YOUR OBJECTIVE
Images within the entries are to be omitted; the remainder must be reproduced exactly.

*** Opening of WORKING DATA ***

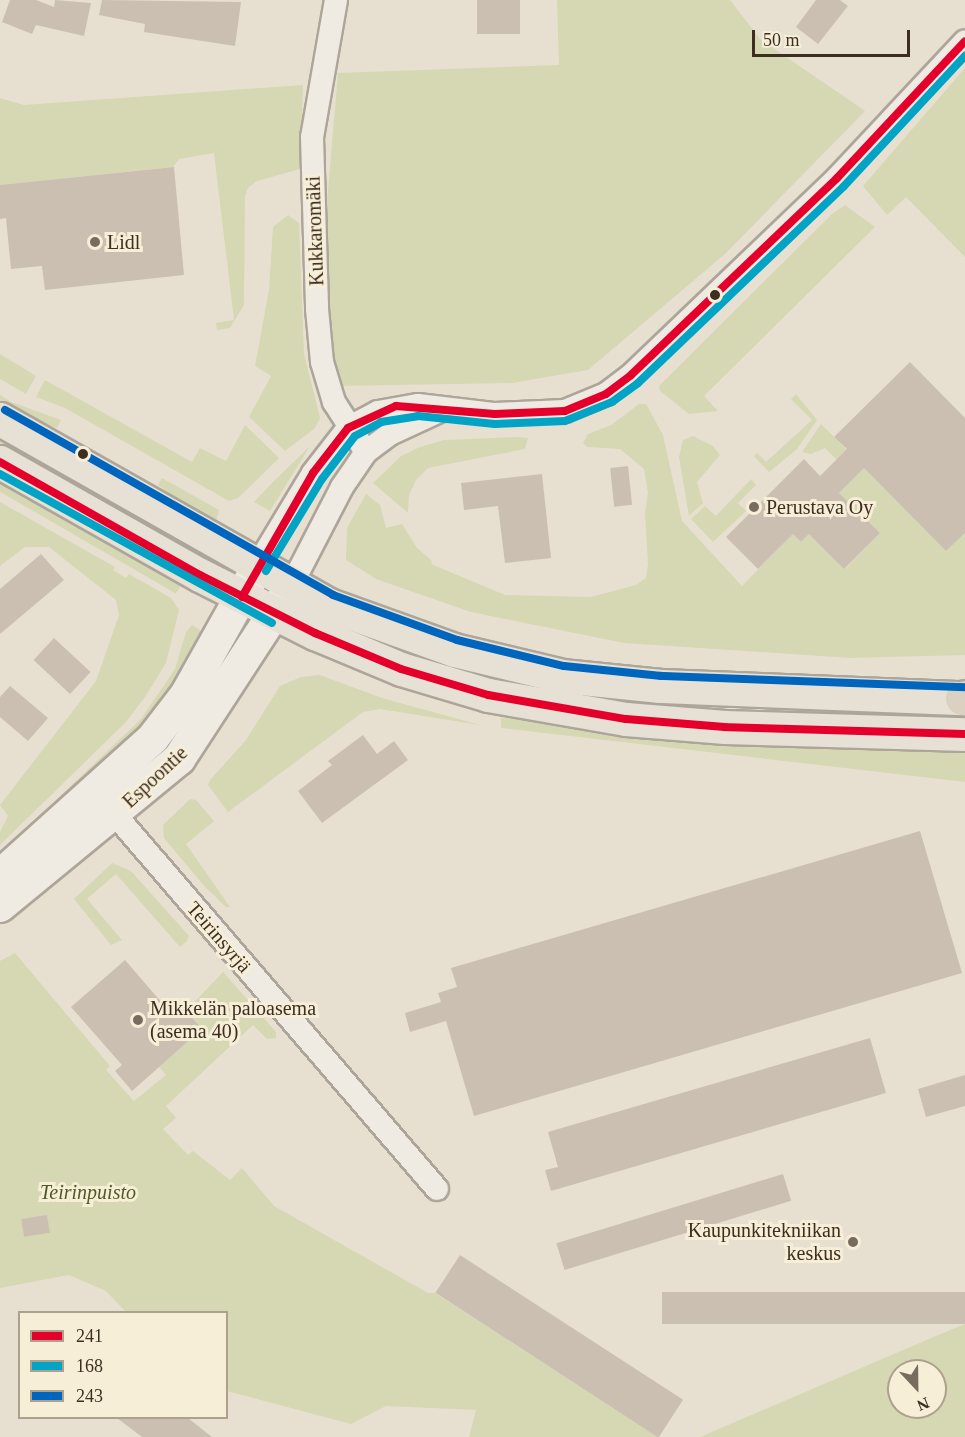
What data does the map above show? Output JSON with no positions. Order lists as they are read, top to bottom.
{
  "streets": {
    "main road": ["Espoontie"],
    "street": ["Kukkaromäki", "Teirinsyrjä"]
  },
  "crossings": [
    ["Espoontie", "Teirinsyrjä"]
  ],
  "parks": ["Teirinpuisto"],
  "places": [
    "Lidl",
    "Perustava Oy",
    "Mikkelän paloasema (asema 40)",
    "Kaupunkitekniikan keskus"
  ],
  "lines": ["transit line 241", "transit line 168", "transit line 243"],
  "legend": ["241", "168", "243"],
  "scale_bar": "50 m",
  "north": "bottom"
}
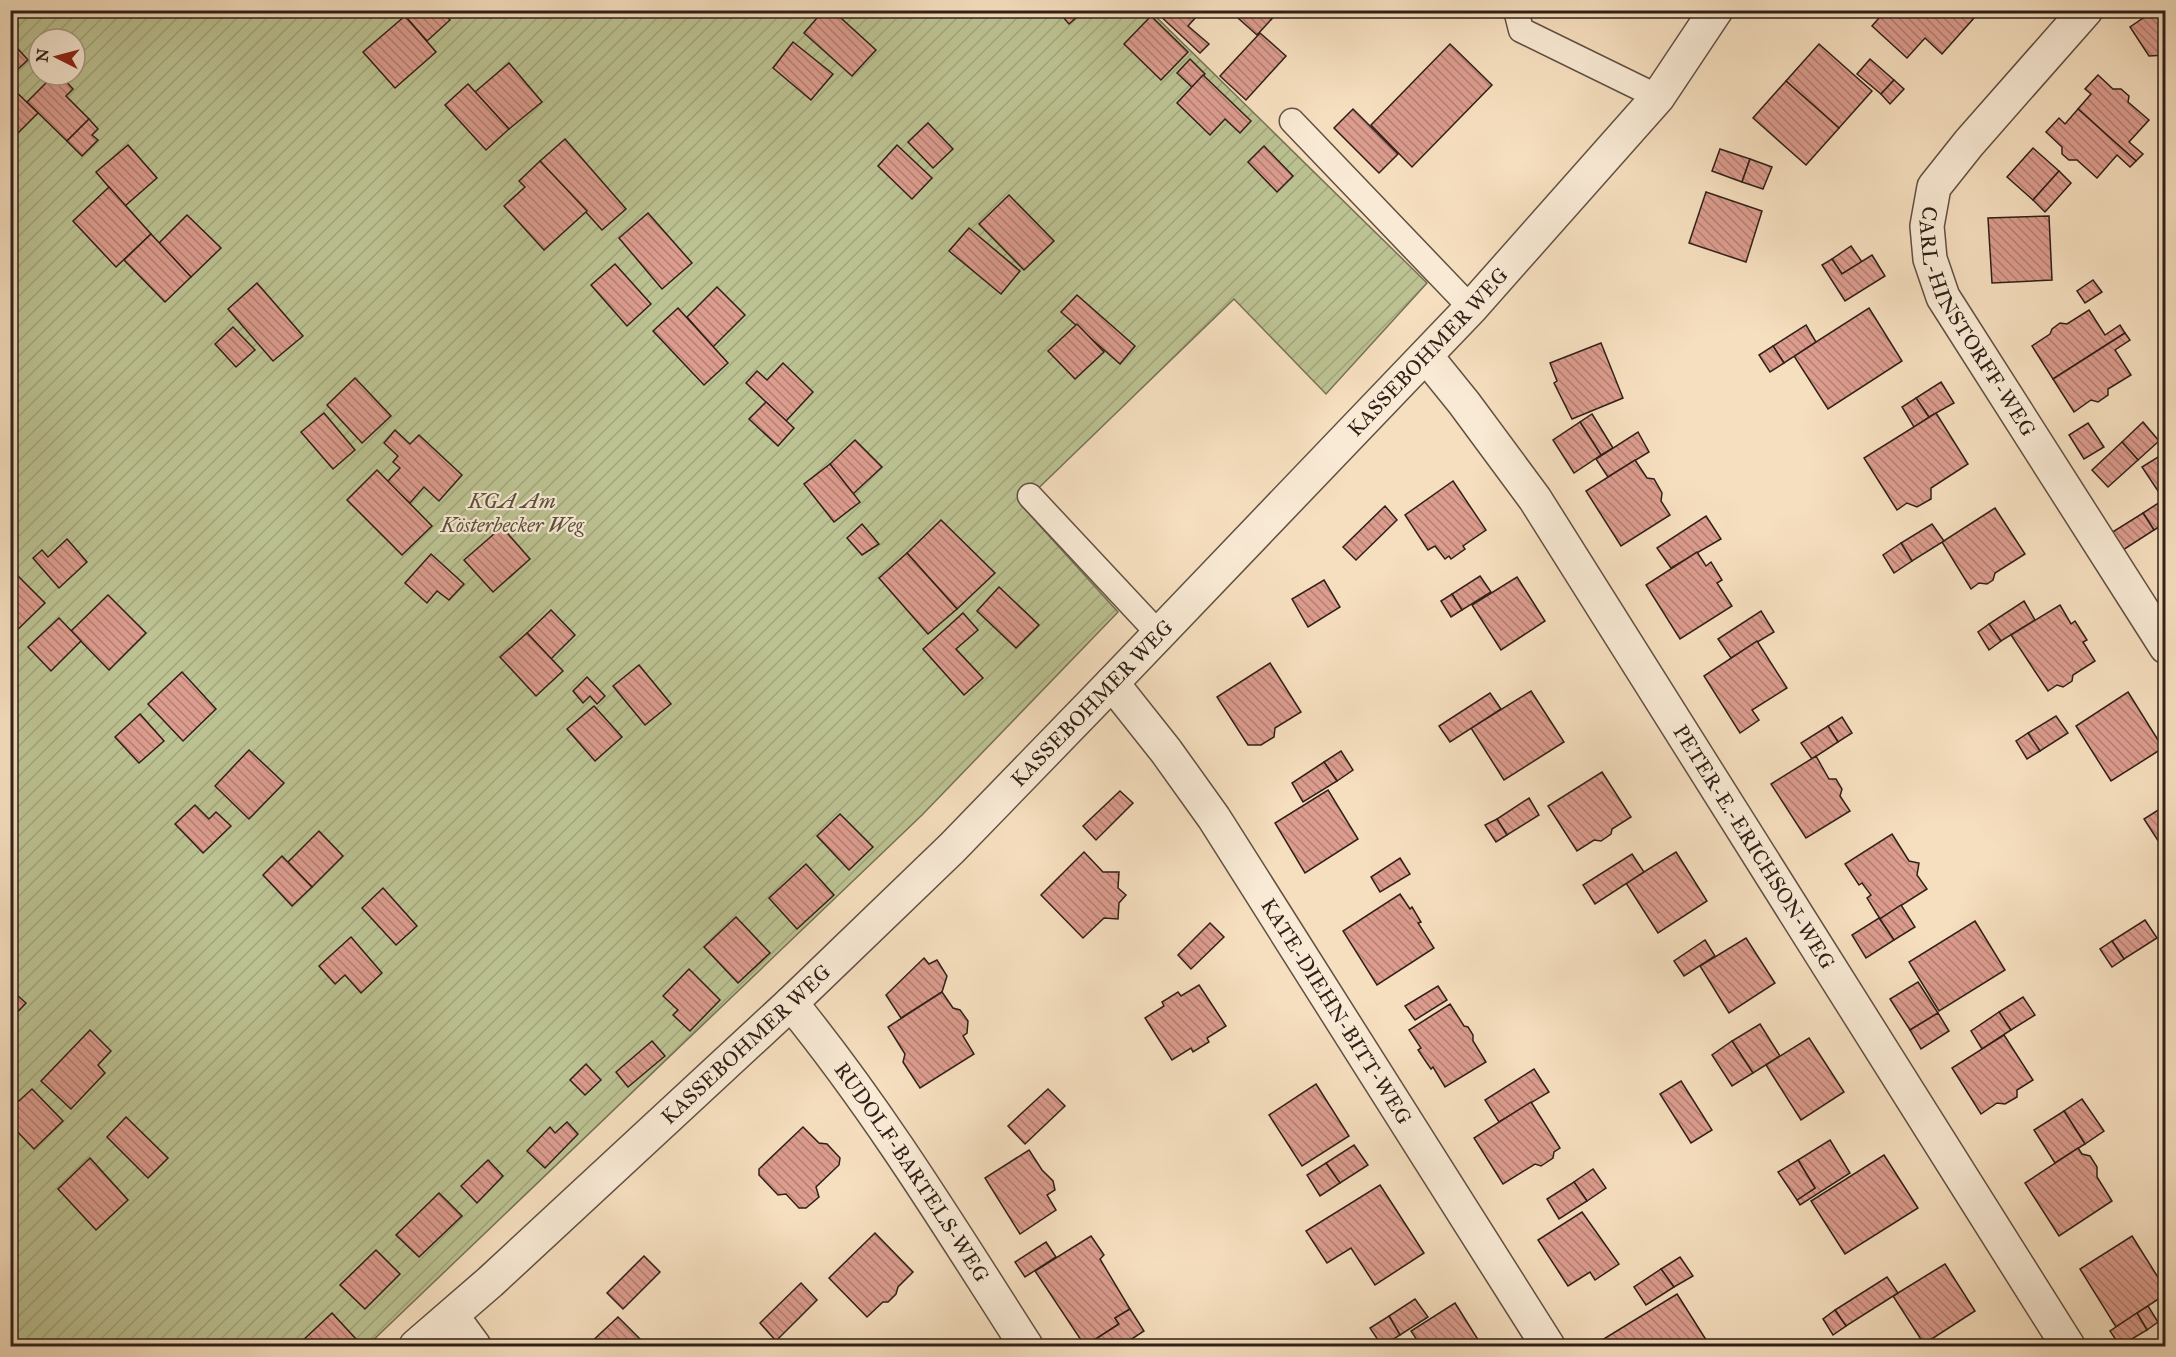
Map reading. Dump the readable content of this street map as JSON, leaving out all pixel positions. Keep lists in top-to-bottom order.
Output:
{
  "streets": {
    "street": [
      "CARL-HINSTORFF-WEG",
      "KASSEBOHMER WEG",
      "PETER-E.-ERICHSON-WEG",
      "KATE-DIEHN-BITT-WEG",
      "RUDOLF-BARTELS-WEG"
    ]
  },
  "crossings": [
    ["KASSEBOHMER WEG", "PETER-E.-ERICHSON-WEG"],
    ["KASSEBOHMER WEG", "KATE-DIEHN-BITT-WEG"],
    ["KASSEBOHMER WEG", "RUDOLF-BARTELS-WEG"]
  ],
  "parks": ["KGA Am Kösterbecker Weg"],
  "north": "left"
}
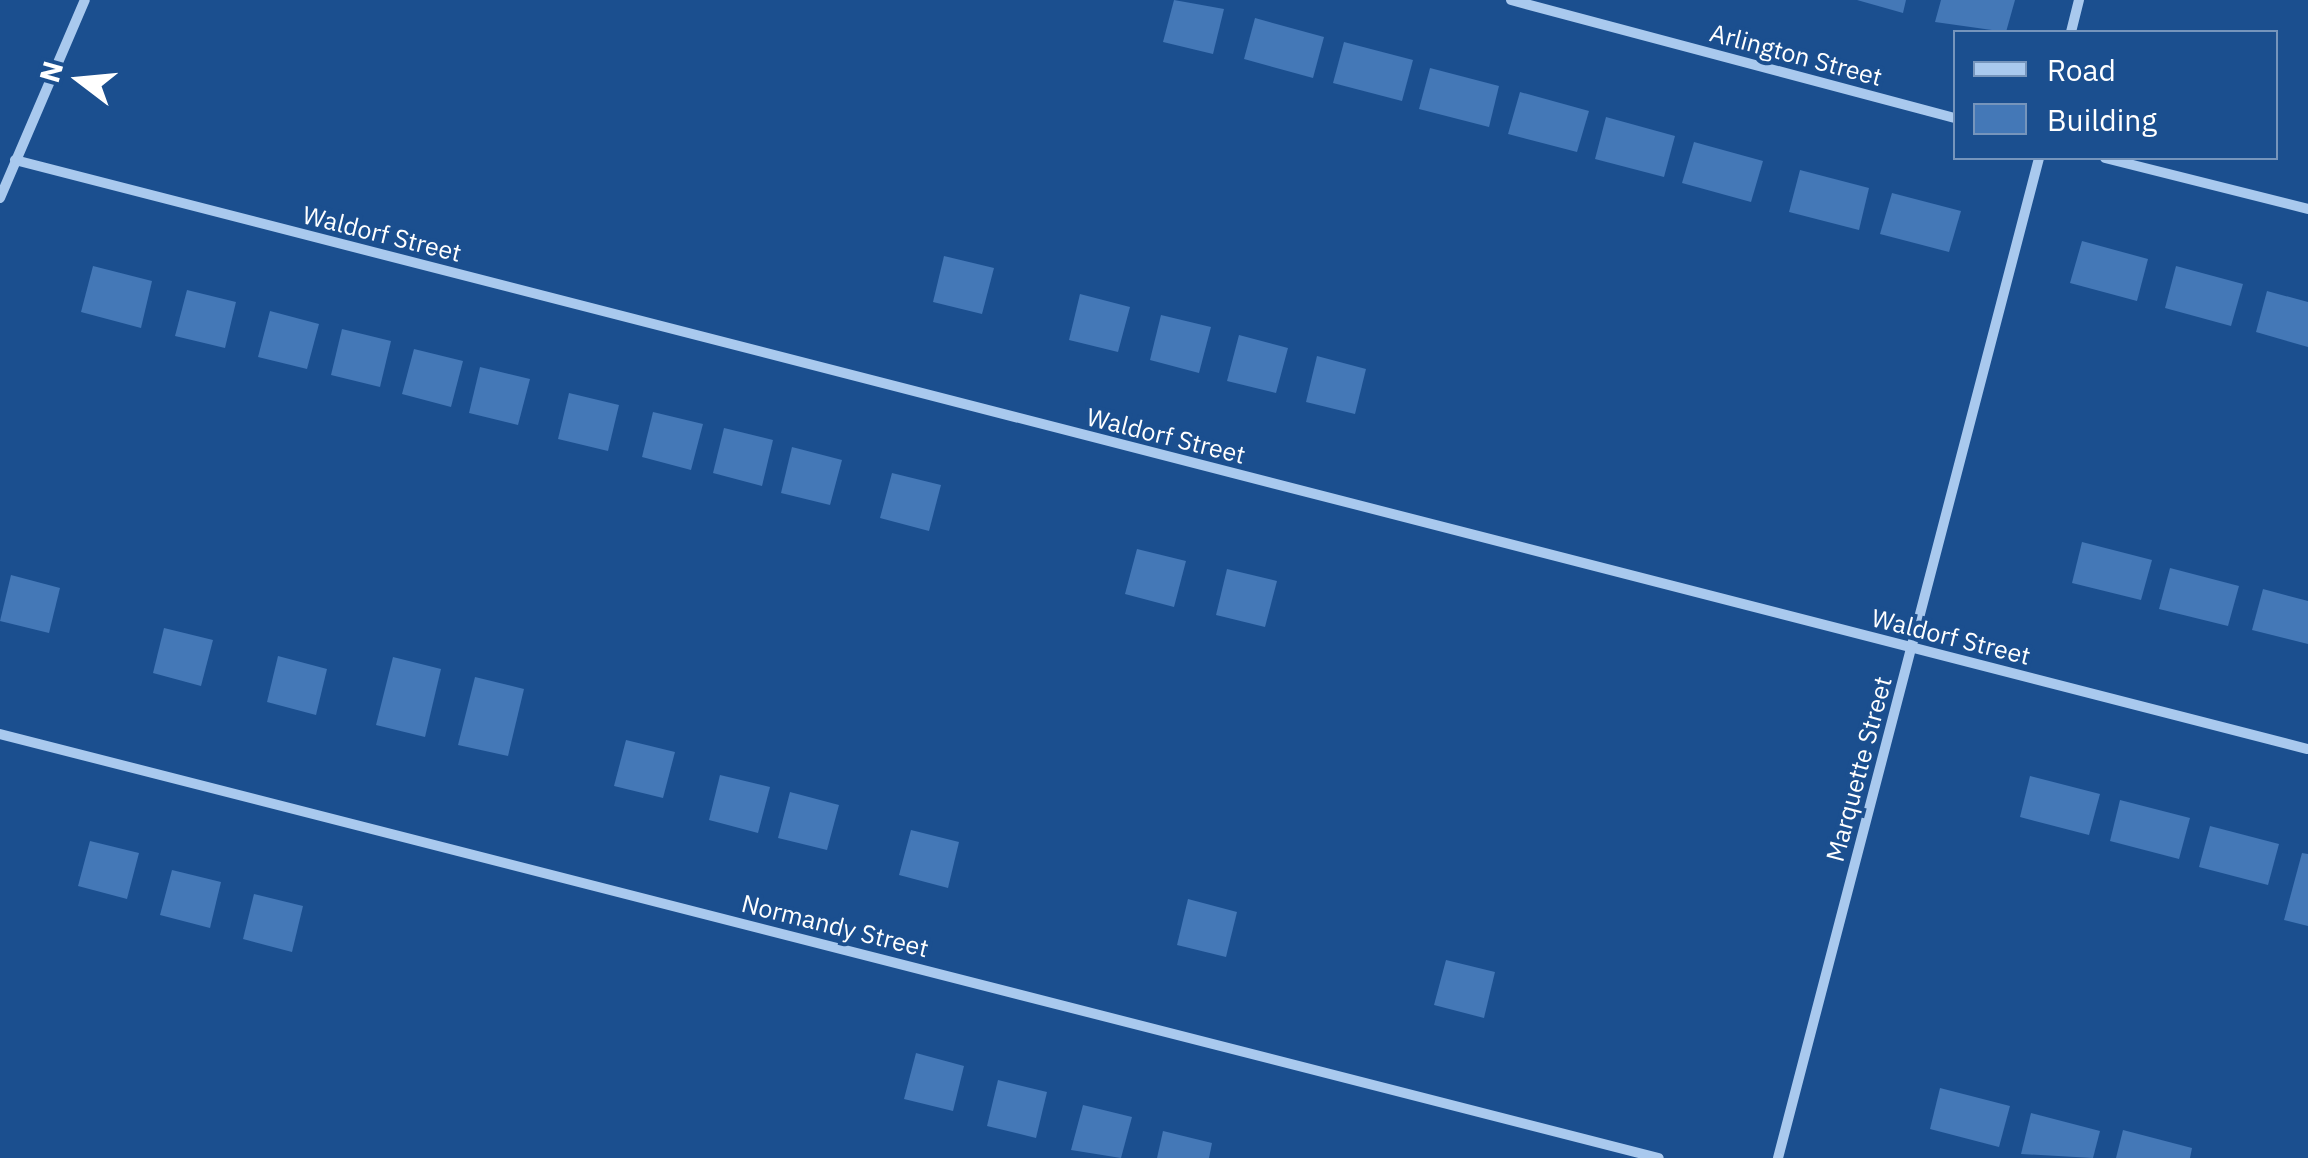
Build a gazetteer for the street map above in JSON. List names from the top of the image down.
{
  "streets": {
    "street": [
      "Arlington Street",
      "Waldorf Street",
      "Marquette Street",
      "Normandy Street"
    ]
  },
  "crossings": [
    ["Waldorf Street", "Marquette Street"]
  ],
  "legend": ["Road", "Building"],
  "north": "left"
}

*** Close of WORKING DATA ***

REPLY
What data does the map above show? Output JSON with no positions. Order lists as they are read, top to bottom.
{
  "streets": {
    "main road": ["Espoontie"],
    "street": ["Kukkaromäki", "Teirinsyrjä"]
  },
  "crossings": [
    ["Espoontie", "Teirinsyrjä"]
  ],
  "parks": ["Teirinpuisto"],
  "places": [
    "Lidl",
    "Perustava Oy",
    "Mikkelän paloasema (asema 40)",
    "Kaupunkitekniikan keskus"
  ],
  "lines": ["transit line 241", "transit line 168", "transit line 243"],
  "legend": ["241", "168", "243"],
  "scale_bar": "50 m",
  "north": "bottom"
}
Map reading. Dump the readable content of this street map as JSON, leaving out all pixel positions. Keep lists in top-to-bottom order.
Output:
{
  "streets": {
    "street": [
      "CARL-HINSTORFF-WEG",
      "KASSEBOHMER WEG",
      "PETER-E.-ERICHSON-WEG",
      "KATE-DIEHN-BITT-WEG",
      "RUDOLF-BARTELS-WEG"
    ]
  },
  "crossings": [
    ["KASSEBOHMER WEG", "PETER-E.-ERICHSON-WEG"],
    ["KASSEBOHMER WEG", "KATE-DIEHN-BITT-WEG"],
    ["KASSEBOHMER WEG", "RUDOLF-BARTELS-WEG"]
  ],
  "parks": ["KGA Am Kösterbecker Weg"],
  "north": "left"
}
Build a gazetteer for the street map above in JSON. List names from the top of the image down.
{
  "streets": {
    "street": [
      "Arlington Street",
      "Waldorf Street",
      "Marquette Street",
      "Normandy Street"
    ]
  },
  "crossings": [
    ["Waldorf Street", "Marquette Street"]
  ],
  "legend": ["Road", "Building"],
  "north": "left"
}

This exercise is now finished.